In other words, the columnist was advocating that a conspiracy be committed to stop people from researching Clinton’s health, which he labeled a conspiracy.
Many others in the media also chimed in using the “conspiracy theory” moniker. It’s designed to convince the public to tune out the discussion, in much the same way as other common astroturf terms such as “debunked,” “bonkers,” “tin-foil hat,” “shoddy,” “discredited,” “quack,” “bogus,” “denier,” and “crank.”
Left-wing apparatus Vox chimed in with an article titled: “The bonkers conspiracy theory about Hillary Clinton’s health.”
The pro-Hillary Clinton smear machine, Media Matters, chided NBC News for “mainstreaming conspiracy theories about Hillary Clinton’s health.”
Vice picked up the theme writing, “How conspiracy theories about Hillary Clinton’s health went mainstream.”
CNN published an article “Debunking conspiracy theories” about her health. CNN media critic Brian Stelter urged the media: “Do Not Give Oxygen To ‘Conspiracy Theories’ That Hillary Clinton Is ‘Secretly Ill’.”
HuffPost wrote, “Let’s call the conspiracy theories about Clinton’s health what they are…”
ThinkProgress joined in with, “Trump campaign embraces conspiracy theory…”
From MSNBC: “Trump, allies push conspiracy theory about Clinton’s health.” NPR: “Trump adds fuel to conspiracy theory about Clinton’s health.”
You get the idea. Everybody’s on the same page.
In fact, questions about Clinton’s health, whether grounded or far-fetched, had little to do with supposed conspiracies.
Yesterday, a Washington Post reporter [Chris Cillizza] acknowledged that he, too, had recently argued the discussion was “the stuff of conspiracy theorists.”
But now, in the face of the obvious, he agrees there are legitimate concerns.
“Coughing, I wrote, is simply not evidence enough of any sort of major illness that Clinton is assumed to be hiding. Neither, of course, is feeling “overheated.” But those two things happening within six days of each other to a candidate who is 68 years old makes talk of Clinton’s health no longer just the stuff of conspiracy theorists.”

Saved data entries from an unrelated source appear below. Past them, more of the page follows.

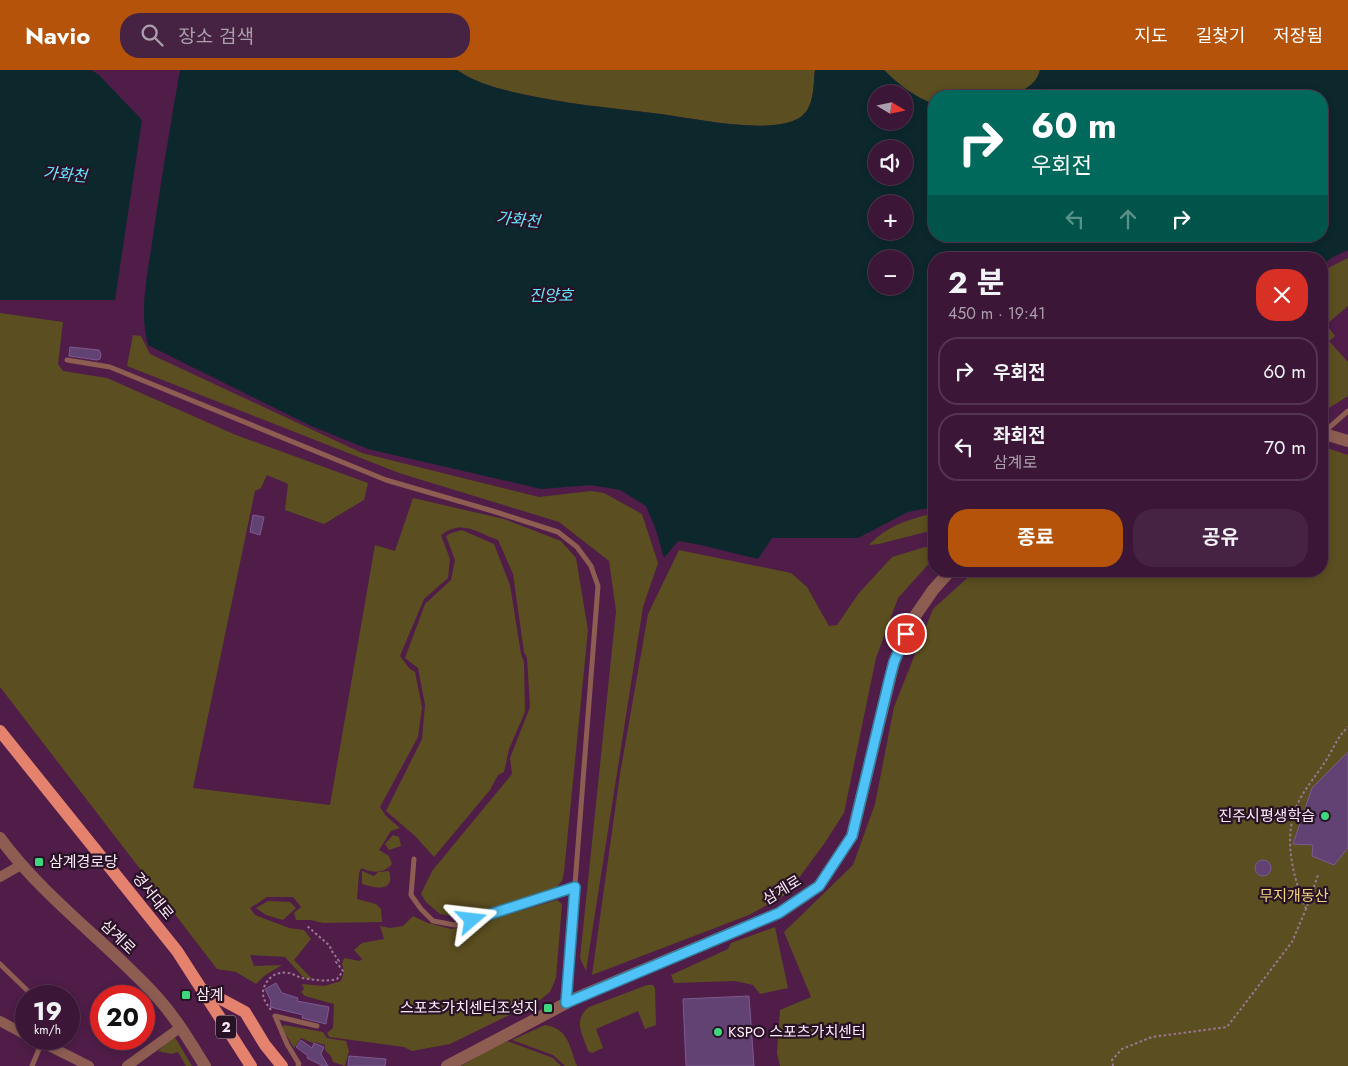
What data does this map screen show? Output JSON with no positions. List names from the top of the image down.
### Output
{
  "streets": {
    "main road": ["경서대로", "2"],
    "street": ["삼계로"]
  },
  "water": ["가화천", "진양호"],
  "parks": ["무지개동산"],
  "places": {
    "other": ["진주시평생학습", "KSPO 스포츠가치센터"],
    "transit": ["삼계경로당", "삼계", "스포츠가치센터조성지"]
  },
  "north": "right",
  "page": {
    "header": "Navio",
    "search": "장소 검색",
    "nav": ["지도", "길찾기", "저장됨"],
    "map_buttons": ["+", "−"],
    "turn": ["60 m", "우회전"],
    "heading": ["2 분", "450 m · 19:41"],
    "list": [
      {
        "name": "우회전",
        "value": "60 m"
      },
      {
        "name": "좌회전",
        "note": "삼계로",
        "value": "70 m"
      }
    ],
    "buttons": ["종료", "공유"],
    "speed": "19 km/h",
    "limit": "20"
  }
}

In other words, all this was “the stuff of conspiracy theorists” until the reporters who appear to have been proven wrong, decided it was not.
It’s almost as if we in the media take an editorial position with no factual basis, dare critics to prove us wrong, and then when events do, we modify our stance.
That’s not what the news is supposed to do. Reporters are, ideally, supposed to bring facts to light.
If we relegate our role to one of spinning and trying to convince the public of our position; then end up bringing up the rear after-the-fact, what good are we?